> [Exercise description]
In the material below, find each line holding the string "absolute" and copy it.
[[ Dataset open ]]
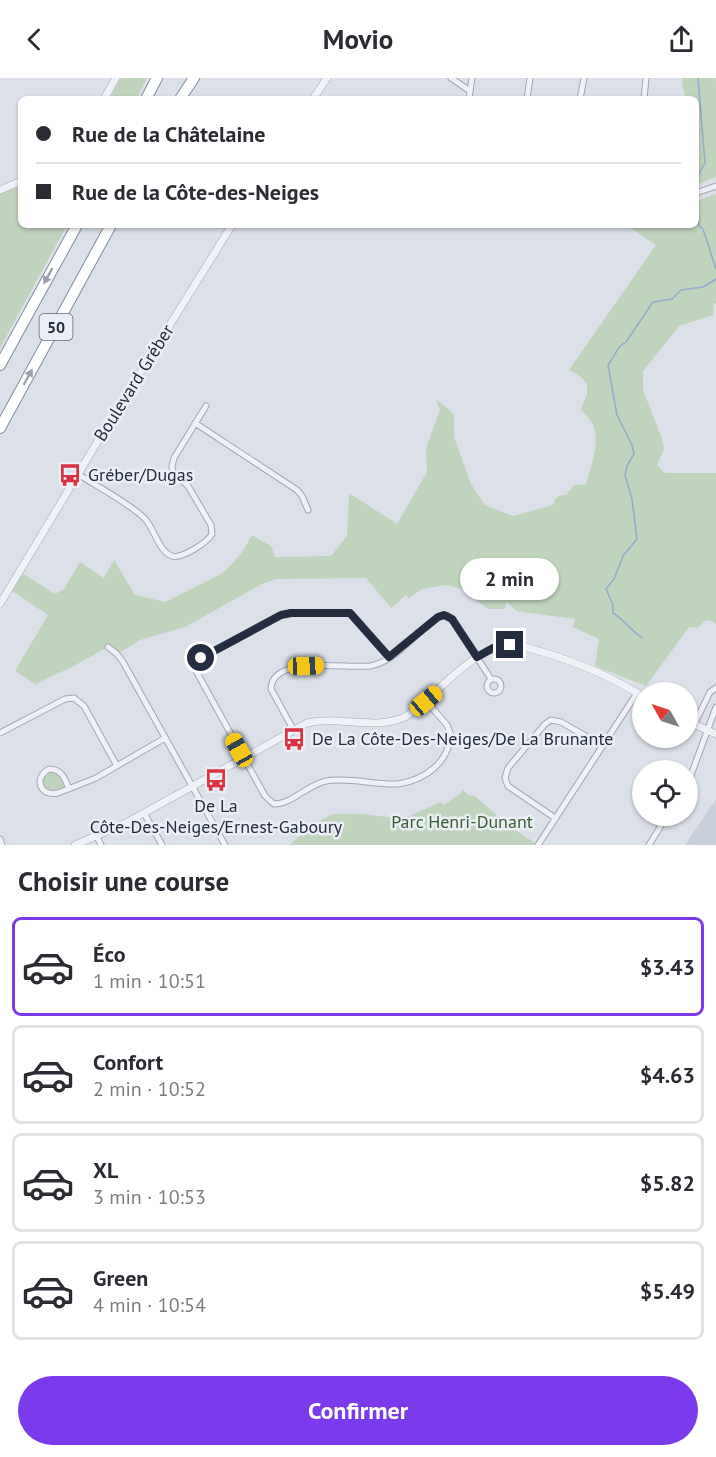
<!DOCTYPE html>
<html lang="fr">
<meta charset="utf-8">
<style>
body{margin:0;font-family:"PT Sans",sans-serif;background:#f7f7f7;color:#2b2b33;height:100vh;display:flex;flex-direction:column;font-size:22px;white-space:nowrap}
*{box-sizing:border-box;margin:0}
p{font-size:20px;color:#7c7c81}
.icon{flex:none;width:33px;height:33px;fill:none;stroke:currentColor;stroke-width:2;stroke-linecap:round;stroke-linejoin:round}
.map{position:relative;height:767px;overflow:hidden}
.panel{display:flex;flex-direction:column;background:#fff;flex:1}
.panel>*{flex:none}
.guide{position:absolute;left:18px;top:18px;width:681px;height:132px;border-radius:9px;box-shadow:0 2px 4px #0004;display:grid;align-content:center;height:132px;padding:0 18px;background:#fff}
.needle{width:39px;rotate:309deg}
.fabs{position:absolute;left:632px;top:604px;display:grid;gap:12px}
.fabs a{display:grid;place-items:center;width:66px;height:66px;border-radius:50%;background:#fff;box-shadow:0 2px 4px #0004;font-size:30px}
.end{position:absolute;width:27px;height:27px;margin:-14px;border:8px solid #242d3f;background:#fff;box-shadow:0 0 0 3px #fff}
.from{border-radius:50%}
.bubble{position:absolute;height:42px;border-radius:21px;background:#fff;box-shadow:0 2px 4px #0004;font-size:20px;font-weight:600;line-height:42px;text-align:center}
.car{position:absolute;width:18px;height:36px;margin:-18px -9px;border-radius:8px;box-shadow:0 0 4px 2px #0007;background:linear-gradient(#f5c518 24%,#345 0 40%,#f5c518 0 76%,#345 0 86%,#f5c518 0)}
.guide b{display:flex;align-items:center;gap:21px;height:57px;font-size:22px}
.guide b+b{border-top:2px solid #e1e1e2}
.guide i{width:15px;height:15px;background:#2b2b33}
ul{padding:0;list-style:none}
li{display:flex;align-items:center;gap:18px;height:99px;margin:0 12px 9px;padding:0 6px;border:3px solid #e1e1e2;border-radius:9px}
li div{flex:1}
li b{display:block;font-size:22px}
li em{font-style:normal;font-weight:600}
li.selected{border-color:#7c3aed}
li>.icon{width:54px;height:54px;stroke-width:1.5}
h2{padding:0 18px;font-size:27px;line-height:72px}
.action{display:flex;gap:12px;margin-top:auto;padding:12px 18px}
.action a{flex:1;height:69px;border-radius:36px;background:#7c3aed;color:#fff;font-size:24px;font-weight:600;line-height:69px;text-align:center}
header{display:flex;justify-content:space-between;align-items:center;height:78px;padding:0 18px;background:#fff;font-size:27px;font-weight:600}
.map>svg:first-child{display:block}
.built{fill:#c9cfda}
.green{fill:#c0d3bc}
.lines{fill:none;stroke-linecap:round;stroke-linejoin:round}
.stream{stroke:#92accc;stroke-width:1.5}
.minor-casing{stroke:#a1a7b2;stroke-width:7}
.tertiary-casing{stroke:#a1a7b2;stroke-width:8}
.motorway-casing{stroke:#818ca0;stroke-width:12}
.minor{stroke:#eff1f6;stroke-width:5}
.tertiary{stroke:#eff1f6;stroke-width:7}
.motorway{stroke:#fff;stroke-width:10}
.oneway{fill:#9ca0a9}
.route{stroke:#242d3f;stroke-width:8}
.labels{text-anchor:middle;stroke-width:5;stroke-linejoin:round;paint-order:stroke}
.shield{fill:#ebeff5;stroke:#606776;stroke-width:1.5}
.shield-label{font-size:16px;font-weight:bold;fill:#242d3f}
.street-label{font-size:18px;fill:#242d3f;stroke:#ebeff5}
.poi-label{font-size:18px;fill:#242d3f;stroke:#ebeff5;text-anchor:start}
.park-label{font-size:18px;fill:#365d30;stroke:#ebeff5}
</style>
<header><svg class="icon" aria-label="back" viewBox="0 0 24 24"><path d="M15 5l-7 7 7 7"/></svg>Movio<svg class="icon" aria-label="share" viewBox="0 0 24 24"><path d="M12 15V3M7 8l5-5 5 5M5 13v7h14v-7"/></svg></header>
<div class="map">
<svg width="716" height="767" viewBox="0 0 716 767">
<rect width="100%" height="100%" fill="#dce0e8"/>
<path class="built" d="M716,721v46h-31z"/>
<path class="green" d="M121,0h26l-11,21h-27z
M681,0h34l1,3v96l-20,8v-86h-11l-1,-10 -2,-1 1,-9z
M21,108v39h46l-67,123v-154z
M716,116v109l-2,1 -1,11 -34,11 -36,45v19l19,49 2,10 -7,16 8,8h51v151l-6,-4 -5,1 -8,7 -8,-1 -43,59 -51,-20 4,-27 -26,-12 2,-8 -58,-8 -11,-9 -1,7h-17l-26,-20 -16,-4 -24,4 -13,9 -3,-3 -15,13 -25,-30 -90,1 -14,5 -77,43 -45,13 -23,14 -9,-7 -36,20 -37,17 -20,-13 33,-56 -39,-26 10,-18 36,23 9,-5 16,-27 24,16 10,-18 21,35 30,7 58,-29 18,-19 11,-19 19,11 4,11 56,-1 16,-20 2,-43 48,31 30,-52 -1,-24 14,-38 -4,-11 18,15v23l17,47 14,21 28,11 40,-11c2,-8 6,-10 13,-10l8,-10 12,-1c5,-17 16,-47 5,-63 -3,-4 -7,-8 -10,-12l6,-15v-10l-6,-7 -12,-7 87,-125 -30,-20h70v-24z
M56,691l13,20 -22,4 -7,-14 3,-6z
M463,711l5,6 7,1 34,30 29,19h-248l20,-19 23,-12h30l40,5 38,-17 3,3 17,-12z"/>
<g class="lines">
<path class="stream" d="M697,99l8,-14 -7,-85
M698,126l1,22 4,3 13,40
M642,560c-11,-8 -18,-18 -29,-25v-8l-7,-16 8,-10 9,-23 14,-17 -5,-40 -7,-24 2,-9 7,-12 -2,-9 -15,-30 -9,-50 12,-19 6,-4 27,-40 19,-3 9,-9 22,-3 13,-8"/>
<g class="minor-casing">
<path id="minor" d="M451,0l19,13
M469,21l3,-21
M527,21l3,-21
M580,21l4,-21
M644,21l2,-21
M696,115l20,-7
M195,345l102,67 5,6 6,14
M78,396c18,12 53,30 67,45 9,9 14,33 27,37 10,3 36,-14 40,-22l-1,-9 -23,-39 -15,-14 -1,-6 2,-8 32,-52
M108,569l9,7 6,8 102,183
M389,579l-39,-44h-59l-10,2 -80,43 -4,5 -2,6 70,127 9,8c18,0 33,-19 52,-23 23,-4 48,4 72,3 27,-4 50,-21 53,-49l-4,-10 -21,-24
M487 608a7 7 0 1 1 14 0a7 7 0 1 1-14 0Z
M694,647l16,-33 6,-4
M293,651l-22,-40c1,-35 77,-20 99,-23 29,-5 46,-38 71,-50l6,-1 5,4 39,60
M0,655l65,-34 9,-1 10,8 33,60
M687,708l29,-79
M69,711c-4,-10 -7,-20 -20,-20 -16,9 -9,28 9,24l33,-13 5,-2 69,-40
M144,735l18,32
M555,740l-47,-32 -3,-8 3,-10 37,-44 6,-4 10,2 42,24
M97,759l4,8
M0,761l2,6
M538,767l99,-152
M649,767l18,-29"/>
</g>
<g class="tertiary-casing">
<path id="tertiary" d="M104,21l12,-21
M313,21l14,-21
M0,112l21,-9
M0,526l107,-178 125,-201
M687,643l29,13
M75,767l51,-22 181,-100c32,-8 66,8 98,-6 34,-22 72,-79 116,-71 42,11 85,27 121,50"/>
</g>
<g class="motorway-casing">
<path id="motorway" d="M146,21l11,-21
M180,21l14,-21
M0,287l77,-140
M0,350l111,-203"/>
</g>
<use href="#minor" class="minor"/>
<use href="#tertiary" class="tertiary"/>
<use href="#motorway" class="motorway"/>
</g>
<defs><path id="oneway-solid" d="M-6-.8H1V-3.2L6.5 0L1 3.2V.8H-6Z" transform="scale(1.5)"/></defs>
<g class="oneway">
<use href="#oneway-solid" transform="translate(48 198) rotate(119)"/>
<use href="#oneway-solid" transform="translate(28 299) rotate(-61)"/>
</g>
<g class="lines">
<path class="route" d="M201,580l80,-43 10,-2h59l39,44 49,-40 6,-2 8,4 25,38 16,-9 17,-3"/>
</g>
<defs>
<g id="bus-bare" transform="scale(1.8)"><path d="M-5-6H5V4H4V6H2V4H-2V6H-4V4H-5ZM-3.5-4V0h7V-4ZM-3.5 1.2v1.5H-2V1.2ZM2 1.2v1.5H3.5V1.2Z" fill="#dc3143" stroke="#ebeff5" stroke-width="2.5" paint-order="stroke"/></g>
</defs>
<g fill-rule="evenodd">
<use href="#bus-bare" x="70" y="397"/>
<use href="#bus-bare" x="294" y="661"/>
<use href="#bus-bare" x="216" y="702"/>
</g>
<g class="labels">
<rect class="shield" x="39.5" y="236" width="33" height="26" rx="4.5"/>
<g class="shield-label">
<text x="56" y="255">50</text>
</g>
<g class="street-label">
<text transform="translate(134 305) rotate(-58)" y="6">Boulevard Gréber</text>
</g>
<g class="poi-label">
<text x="88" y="403">Gréber/Dugas</text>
<text x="312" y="667">De La Côte-Des-Neiges/De La Brunante</text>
<text x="216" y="734" text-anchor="middle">De La<tspan x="216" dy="21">Côte-Des-Neiges/Ernest-Gaboury</tspan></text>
</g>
<g class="park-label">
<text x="462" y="750">Parc Henri-Dunant</text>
</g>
</g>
</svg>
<div class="fabs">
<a><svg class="needle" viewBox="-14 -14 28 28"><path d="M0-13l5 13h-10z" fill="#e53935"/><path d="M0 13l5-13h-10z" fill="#7c7c81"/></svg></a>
<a><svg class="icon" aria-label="locate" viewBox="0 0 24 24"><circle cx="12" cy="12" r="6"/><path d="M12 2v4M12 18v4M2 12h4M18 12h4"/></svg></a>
</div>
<i class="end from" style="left:201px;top:580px"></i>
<i class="end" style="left:510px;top:567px"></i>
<div class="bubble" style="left:460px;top:480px;width:99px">2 min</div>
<i class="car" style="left:306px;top:588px;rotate:88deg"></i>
<i class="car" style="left:426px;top:623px;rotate:50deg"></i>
<i class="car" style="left:239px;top:672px;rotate:331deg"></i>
<div class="guide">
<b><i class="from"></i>Rue de la Châtelaine</b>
<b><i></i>Rue de la Côte-des-Neiges</b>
</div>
</div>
<section class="panel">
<h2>Choisir une course</h2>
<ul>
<li class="selected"><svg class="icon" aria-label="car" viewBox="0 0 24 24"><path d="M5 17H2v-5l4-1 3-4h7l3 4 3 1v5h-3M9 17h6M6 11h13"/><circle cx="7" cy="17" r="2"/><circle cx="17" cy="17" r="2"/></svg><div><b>Éco</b><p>1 min · 10:51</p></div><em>$3.43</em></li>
<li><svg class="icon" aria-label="car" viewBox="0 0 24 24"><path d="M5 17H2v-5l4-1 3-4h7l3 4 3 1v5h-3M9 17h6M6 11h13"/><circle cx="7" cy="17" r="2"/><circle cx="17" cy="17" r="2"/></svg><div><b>Confort</b><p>2 min · 10:52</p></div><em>$4.63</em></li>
<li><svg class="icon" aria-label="car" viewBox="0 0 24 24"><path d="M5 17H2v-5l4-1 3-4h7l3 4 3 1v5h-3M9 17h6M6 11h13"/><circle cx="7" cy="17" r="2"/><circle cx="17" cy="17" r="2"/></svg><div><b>XL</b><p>3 min · 10:53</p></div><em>$5.82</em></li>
<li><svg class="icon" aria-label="car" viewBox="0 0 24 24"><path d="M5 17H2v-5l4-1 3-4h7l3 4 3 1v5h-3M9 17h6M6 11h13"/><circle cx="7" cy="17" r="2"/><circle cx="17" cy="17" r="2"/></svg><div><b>Green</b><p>4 min · 10:54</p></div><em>$5.49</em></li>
</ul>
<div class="action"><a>Confirmer</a></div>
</section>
[[ Dataset closed ]]
> [Output]
.guide{position:absolute;left:18px;top:18px;width:681px;height:132px;border-radius:9px;box-shadow:0 2px 4px #0004;display:grid;align-content:center;height:132px;padding:0 18px;background:#fff}
.fabs{position:absolute;left:632px;top:604px;display:grid;gap:12px}
.end{position:absolute;width:27px;height:27px;margin:-14px;border:8px solid #242d3f;background:#fff;box-shadow:0 0 0 3px #fff}
.bubble{position:absolute;height:42px;border-radius:21px;background:#fff;box-shadow:0 2px 4px #0004;font-size:20px;font-weight:600;line-height:42px;text-align:center}
.car{position:absolute;width:18px;height:36px;margin:-18px -9px;border-radius:8px;box-shadow:0 0 4px 2px #0007;background:linear-gradient(#f5c518 24%,#345 0 40%,#f5c518 0 76%,#345 0 86%,#f5c518 0)}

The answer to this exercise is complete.